Yzerman doesn’t like offer sheets


Last week, we wrote about the likelihood of offer sheets being extended to restricted free agent goalies this summer. The Globe and Mail’s James Mirtle reported a number of league executives he’d spoken to were speculating that general managers like Tampa Bay’s Steve Yzerman and Toronto’s Brian Burke could force, say, Vancouver to match a big proposal for 26-year-old rising star Cory Schneider.

Today, however, the Tampa Bay Times reports that Yzerman isn’t a huge fan of offer sheets.
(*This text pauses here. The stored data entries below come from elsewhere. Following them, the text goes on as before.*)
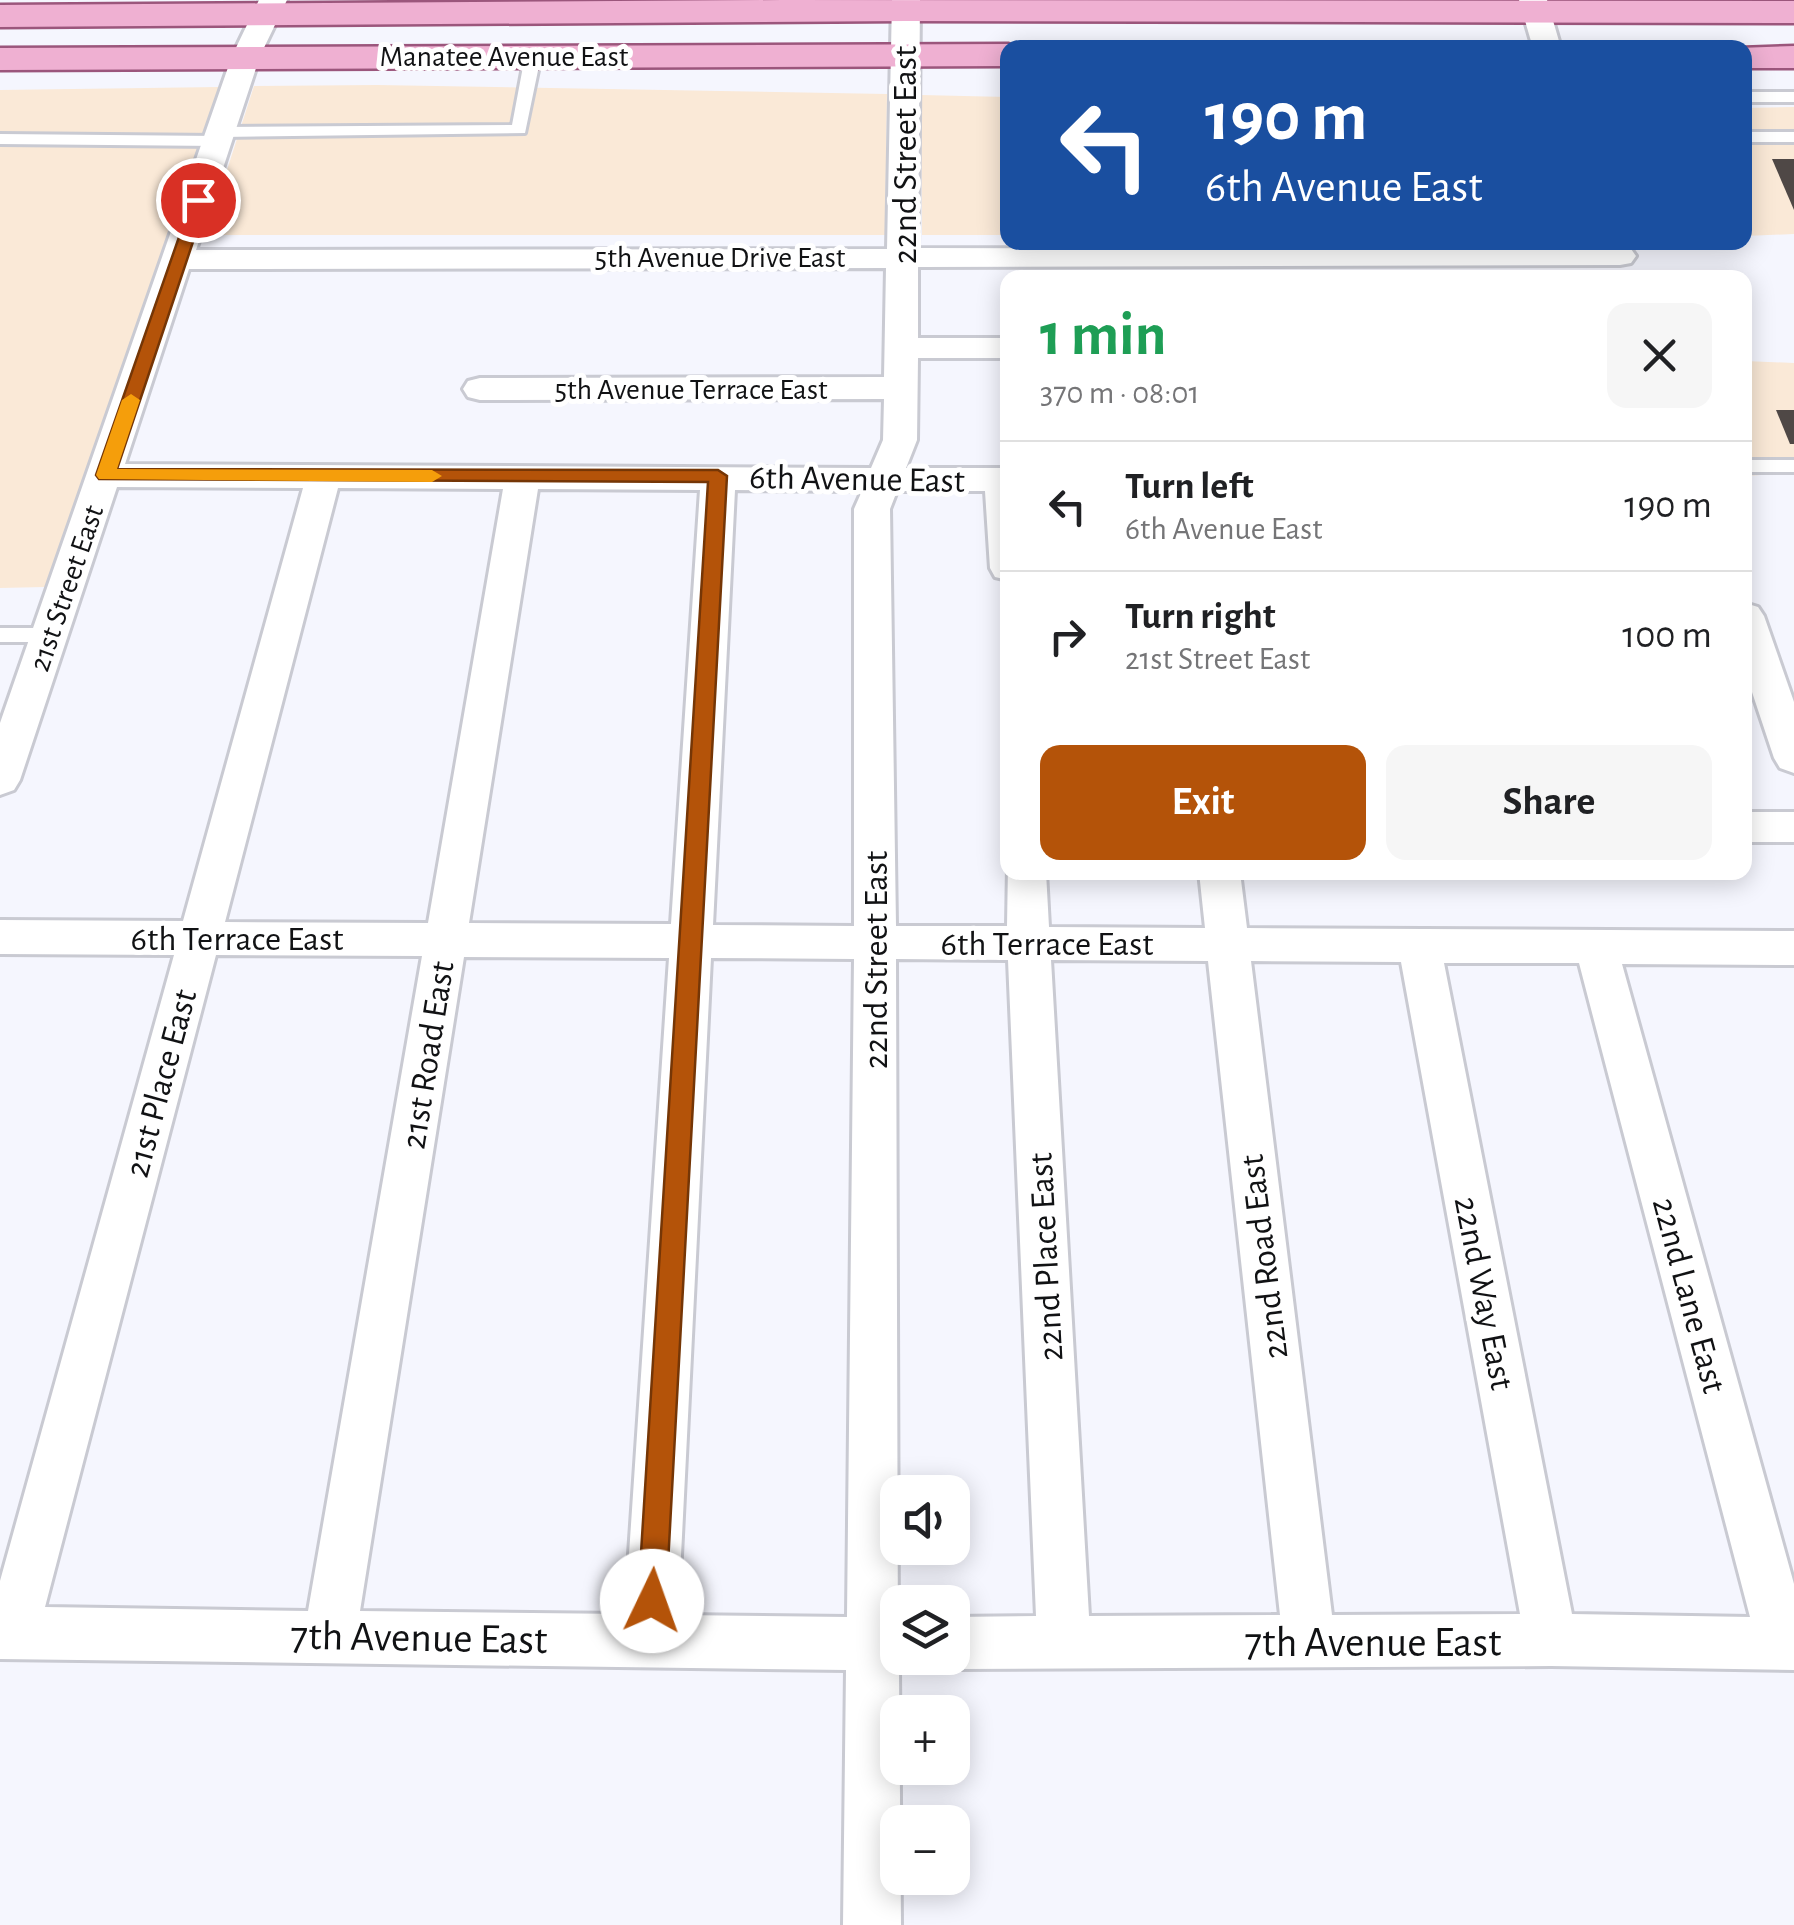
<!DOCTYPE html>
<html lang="en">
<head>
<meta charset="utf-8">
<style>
	body { margin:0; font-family:"Alegreya Sans",sans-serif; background:#f6f6f6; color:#202124; height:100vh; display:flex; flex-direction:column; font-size:38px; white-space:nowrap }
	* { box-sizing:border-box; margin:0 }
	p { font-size:32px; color:#757577 }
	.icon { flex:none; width:55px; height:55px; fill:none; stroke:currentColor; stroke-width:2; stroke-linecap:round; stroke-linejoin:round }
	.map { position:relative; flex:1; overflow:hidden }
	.drawer { position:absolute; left:1000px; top:270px; width:752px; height:610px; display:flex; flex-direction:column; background:#fff; border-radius:20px; box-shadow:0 5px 25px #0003 }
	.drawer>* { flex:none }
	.guide { position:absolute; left:1000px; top:40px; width:752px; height:210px; border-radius:20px; box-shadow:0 5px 25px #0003; background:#1a4fa0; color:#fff; overflow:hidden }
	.buttons { position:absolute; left:880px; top:1475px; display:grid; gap:20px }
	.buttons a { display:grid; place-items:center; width:90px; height:90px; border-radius:20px; background:#fff; box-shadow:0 5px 25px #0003; font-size:50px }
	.pin { position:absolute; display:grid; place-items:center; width:85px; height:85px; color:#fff; margin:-42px; border:5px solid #fff; border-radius:50%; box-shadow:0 2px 10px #0007 }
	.me { position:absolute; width:110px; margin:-55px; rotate:3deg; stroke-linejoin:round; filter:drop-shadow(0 0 8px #0008) }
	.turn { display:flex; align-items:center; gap:35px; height:210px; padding:0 40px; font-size:45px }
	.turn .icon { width:130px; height:130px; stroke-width:2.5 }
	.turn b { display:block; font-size:70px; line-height:85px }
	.round { display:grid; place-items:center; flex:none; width:105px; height:105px; border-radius:20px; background:#f6f6f6 }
	.headline { display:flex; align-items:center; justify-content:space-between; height:170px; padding:0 40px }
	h1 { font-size:60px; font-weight:700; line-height:75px; color:#1e9e55 }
	.action { display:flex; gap:20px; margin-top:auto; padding:20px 40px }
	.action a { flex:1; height:115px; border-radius:20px; background:#b45309; color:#fff; font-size:40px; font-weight:700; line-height:115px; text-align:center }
	.action a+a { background:#f6f6f6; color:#202124 }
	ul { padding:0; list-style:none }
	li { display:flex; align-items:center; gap:30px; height:130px; padding:0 40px; border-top:2px solid #e0e0e0 }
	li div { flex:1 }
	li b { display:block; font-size:38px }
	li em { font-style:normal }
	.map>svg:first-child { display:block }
</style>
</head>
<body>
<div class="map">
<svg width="1794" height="1925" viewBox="0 0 1794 1925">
	<rect width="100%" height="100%" fill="#f5f6fe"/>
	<g fill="#fae9d7">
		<path d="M377 85 887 94 885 235H206L254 86Z"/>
		<path d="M219 87 45 587 0 588V90Z"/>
		<path d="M921 95 1007 97V235H922Z"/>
		<path d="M1794 107V234L1745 236V108Z"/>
		<path d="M1745 361 1794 363V473L1745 476Z"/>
	</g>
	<g fill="#4f4846">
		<path d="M1772 159H1794V210Z"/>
		<path d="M1776 410H1794V444H1790Z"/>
	</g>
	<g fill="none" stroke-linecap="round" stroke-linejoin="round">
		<defs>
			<g id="service">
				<path d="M533 51 541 56 525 133 221 137 213 132 221 127 512 125 525 56Z"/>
				<rect x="1745" y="92" width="49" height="10"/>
				<rect x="1745" y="132" width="49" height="10"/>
				<path d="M0 134 218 136 226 141 218 146 0 144Z"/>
				<rect x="1745" y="460" width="49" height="12"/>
				<path d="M0 628H50L60 635 50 642H0Z"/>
			</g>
			<g id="minor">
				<path d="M259 0H287L260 56 196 250 887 249 892 0H920L918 248 1631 249 1636 256 1631 263 1620 265 918 267V338H1008V358H918L917 440 906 468H1008V580L995 577 990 568 985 491H897L890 509 896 926H1007L1008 866V872H1046L1049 927 1205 928 1199 872H1240L1247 928 1794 931V965L1622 964 1794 1584V1670L1551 1666 952 1669 933 1662 932 1658H952V1617L1036 1616 1008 960 896 959 898 1658H919L917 1663 899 1670 901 1925H843L846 1670 0 1659V1581L174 955 0 954V920L183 921 303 488 117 487 20 780 14 790 0 795V723L232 56ZM886 268 884 377 480 378 468 381 463 389 468 397 480 400 884 399 883 440 871 468 125 464 189 269ZM338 488 503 489 428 923 225 922ZM538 489 700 490 671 924 469 923ZM735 490 862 491 854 509V926L713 925ZM216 955 422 956 308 1611 45 1607ZM464 957 669 958 625 1614 360 1611ZM711 958 854 959 847 1617 678 1615ZM1051 960 1208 961 1280 1615 1089 1616ZM1251 961 1401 962 1520 1614 1332 1615ZM1444 963H1579L1750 1617 1572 1614Z"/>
				<path d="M1519 0H1547L1561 48H1533Z"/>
				<path d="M1745 603 1758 607 1764 616 1794 702V773L1780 768 1774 758 1745 671Z"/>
				<rect x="1745" y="812" width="49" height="30"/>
			</g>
			<g id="primary">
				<path d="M782 0 1794 1V23L906 21 0 27V5Z"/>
				<path d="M1008 44 1021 48H1008V66L0 70V48Z"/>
				<path d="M1794 46V68H1745V48H1739Z"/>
			</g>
		</defs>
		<use href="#service" stroke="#c9cad2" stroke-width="6"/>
		<use href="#minor" stroke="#c9cad2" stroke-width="6"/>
		<use href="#primary" stroke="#9b567c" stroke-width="5"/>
		<use href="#service" fill="#fff" fill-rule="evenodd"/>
		<use href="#minor" fill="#fff" fill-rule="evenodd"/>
		<use href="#primary" fill="#efb0d2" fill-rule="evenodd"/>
	</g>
	<path fill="#b45309" stroke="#753606" stroke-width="2.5" d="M193 197 207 200 117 469 718 470 727 476 666 1601 662 1611 652 1615 642 1611 638 1601 708 482 99 479 96 475Z"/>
	<path fill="#f59e0b" d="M131 394 140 400 117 469 432 470 442 476 432 482 99 479 96 475 122 400Z"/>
	<g text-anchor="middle" stroke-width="10" stroke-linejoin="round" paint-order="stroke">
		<g font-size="30" fill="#111214" stroke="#fff">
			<text x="504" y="66">Manatee Avenue East</text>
			<text x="720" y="267">5th Avenue Drive East</text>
			<text x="691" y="399">5th Avenue Terrace East</text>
			<text transform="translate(66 588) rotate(-71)" y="10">21st Street East</text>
		</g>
		<g font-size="35" fill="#111214" stroke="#fff">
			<text transform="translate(904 155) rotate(-90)" y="12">22nd Street East</text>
			<text transform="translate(857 478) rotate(1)" y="12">6th Avenue East</text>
			<text x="237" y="950">6th Terrace East</text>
			<text x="1047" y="955">6th Terrace East</text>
			<text transform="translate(875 960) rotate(-90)" y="12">22nd Street East</text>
			<text transform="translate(427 1055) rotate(-81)" y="12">21st Road East</text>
			<text transform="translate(160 1083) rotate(-75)" y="12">21st Place East</text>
			<text transform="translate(1045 1257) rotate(-93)" y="12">22nd Place East</text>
			<text transform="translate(1263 1257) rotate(-97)" y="12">22nd Road East</text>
			<text transform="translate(1485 1293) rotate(79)" y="12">22nd Way East</text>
			<text transform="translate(1690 1295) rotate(75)" y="12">22nd Lane East</text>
		</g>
		<g font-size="42" fill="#111214" stroke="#fff">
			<text transform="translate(419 1636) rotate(1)" y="15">7th Avenue East</text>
			<text x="1373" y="1656">7th Avenue East</text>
		</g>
	</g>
</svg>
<div class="buttons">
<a><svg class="icon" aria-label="sound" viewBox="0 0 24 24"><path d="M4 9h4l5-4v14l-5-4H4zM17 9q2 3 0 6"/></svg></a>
<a><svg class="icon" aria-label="layers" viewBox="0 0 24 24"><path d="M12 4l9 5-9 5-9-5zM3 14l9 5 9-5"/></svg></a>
<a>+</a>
<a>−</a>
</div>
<div class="pin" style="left:198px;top:200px;background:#d93025"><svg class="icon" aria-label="arrive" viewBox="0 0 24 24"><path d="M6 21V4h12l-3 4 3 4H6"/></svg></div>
<svg class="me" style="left:652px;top:1601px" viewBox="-20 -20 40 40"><circle r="19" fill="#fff"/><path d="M0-13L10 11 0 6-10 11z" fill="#b45309"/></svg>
<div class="guide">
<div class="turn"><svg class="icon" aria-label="left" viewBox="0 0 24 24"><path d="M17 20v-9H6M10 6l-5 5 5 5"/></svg><div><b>190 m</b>6th Avenue East</div></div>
</div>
<section class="drawer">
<div class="headline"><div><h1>1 min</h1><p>370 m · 08:01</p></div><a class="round"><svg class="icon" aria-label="close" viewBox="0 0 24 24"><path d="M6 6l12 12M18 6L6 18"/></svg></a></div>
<ul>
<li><svg class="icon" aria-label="left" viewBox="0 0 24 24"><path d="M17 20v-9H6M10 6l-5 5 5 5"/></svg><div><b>Turn left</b><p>6th Avenue East</p></div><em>190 m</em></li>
<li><svg class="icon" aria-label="right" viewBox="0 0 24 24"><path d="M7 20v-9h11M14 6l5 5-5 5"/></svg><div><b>Turn right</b><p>21st Street East</p></div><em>100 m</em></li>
</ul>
<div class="action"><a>Exit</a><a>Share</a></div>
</section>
</div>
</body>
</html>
“The only way a team doesn’t match the offer is if you grossly overpay the player,” Yzerman told the Times. “That’s why I don’t like it. If you do a contract for the right value of a player, chances are the other team is just going to match it.”

In the case of the Canucks, it would take a massive offer to let Schneider go for compensatory draft picks.

Under the current CBA, RFA compensation works like this:

$1,034,249 annual cap hit or less: No compensation
$1,034,249 — $1,567,043: Third-round pick
$1,567,043 — $3,134,088: Second-round pick
$3,134,088 — $4,701,131: First and third-round pick
$4,701,131 — $6,268,175: First, second and third-round pick
$6,268,175 — $7,835,219: Two first-round picks, a second and third
$7,835,219 and higher: Four first-round picks

Of course, much of a team’s decision to match or not depends on term. For Schneider, even an offer like five years and $30 million would probably be matched, regardless of the Canucks’ cap situation. The compensation just isn’t enough for a contender like Vancouver. So a good, young goalie gets overpaid by a couple of million per season. A team with deep pockets can deal with that.

Maybe the Canucks would let Schneider walk if the offer was north of $6,268,175, but would Yzerman make it?